Désormais retraité, je sillonne la France pour Europe Ecologie. Lundi : Montpellier, mercredi : Saint-Etienne, Vendredi : Bayonne, Samedi : Strasbourg, Dimanche : Ivry…
Partout, je suis frappé par l’affluence à ces débats et l’enthousiasme des militants qui les organisent. L’impression qu’on est « les (...)


En réponse à :

Moins perplexe mais moins d’accord encore

vendredi 29 mai 2009

Merci pour tes réponses précises même si elles ne me semblent pas vraiment correspondre à ce qui fait l’objet de ma perplexité.

Je reprends points par points :

1 - Voilà ce que tu écris dans le texte que tu mets en lien :

"Personnellement, je n’ai pas véritablement eu l’impression d’avoir beaucoup diminué ma participation aux luttes de terrain depuis que je participe à des luttes dans les institutions.
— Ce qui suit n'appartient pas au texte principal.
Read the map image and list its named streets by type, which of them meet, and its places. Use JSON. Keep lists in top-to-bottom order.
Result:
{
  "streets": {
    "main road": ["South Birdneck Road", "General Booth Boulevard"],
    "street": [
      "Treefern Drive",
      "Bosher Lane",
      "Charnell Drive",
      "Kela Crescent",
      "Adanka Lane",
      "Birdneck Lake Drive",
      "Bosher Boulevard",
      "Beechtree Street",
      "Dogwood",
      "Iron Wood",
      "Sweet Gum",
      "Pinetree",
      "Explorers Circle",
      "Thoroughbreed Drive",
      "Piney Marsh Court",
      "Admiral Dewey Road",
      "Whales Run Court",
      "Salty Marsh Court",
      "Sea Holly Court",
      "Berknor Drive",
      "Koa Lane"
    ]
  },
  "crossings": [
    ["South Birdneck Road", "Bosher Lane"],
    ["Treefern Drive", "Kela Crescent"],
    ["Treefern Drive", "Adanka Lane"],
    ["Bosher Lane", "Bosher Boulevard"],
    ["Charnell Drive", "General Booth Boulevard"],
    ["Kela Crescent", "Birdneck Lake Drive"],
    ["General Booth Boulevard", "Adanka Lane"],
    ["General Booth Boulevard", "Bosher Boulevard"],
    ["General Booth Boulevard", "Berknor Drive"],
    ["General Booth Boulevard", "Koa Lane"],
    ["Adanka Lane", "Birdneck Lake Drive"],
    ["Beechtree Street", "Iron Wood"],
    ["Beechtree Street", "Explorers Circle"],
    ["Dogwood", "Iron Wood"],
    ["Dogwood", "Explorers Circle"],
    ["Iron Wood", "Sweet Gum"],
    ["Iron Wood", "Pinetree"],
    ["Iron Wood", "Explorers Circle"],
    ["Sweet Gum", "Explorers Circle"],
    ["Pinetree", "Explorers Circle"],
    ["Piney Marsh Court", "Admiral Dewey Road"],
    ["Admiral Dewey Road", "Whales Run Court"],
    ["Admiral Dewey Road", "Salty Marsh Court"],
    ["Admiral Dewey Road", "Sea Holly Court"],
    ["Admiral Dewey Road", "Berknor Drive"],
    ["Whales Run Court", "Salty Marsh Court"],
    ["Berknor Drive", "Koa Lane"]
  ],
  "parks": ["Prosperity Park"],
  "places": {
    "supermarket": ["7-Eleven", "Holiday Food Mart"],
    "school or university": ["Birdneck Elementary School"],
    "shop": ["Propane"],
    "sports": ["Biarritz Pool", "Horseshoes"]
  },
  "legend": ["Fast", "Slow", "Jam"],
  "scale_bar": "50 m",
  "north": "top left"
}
Mon activité de « co-élaboration » avec les syndicats, associations, ONG, a considérablement progressé."

Sauf qu’au temps de la GOP tu étais capable de faire la distinction entre militants syndicaux (que tu soutenais) et directions syndicales (que tu combattais). Et que les ONG n’étaient pas devenues ce qu’elles sont devenues (partenaires institutionnels des états) et que les associations elles aussi se formaient souvent dans une perspective d’émancipation vis à vis de l’état et du capitalisme (Mouvement de Libération Ouvrière par exemple, educ pop, assos de locataires...).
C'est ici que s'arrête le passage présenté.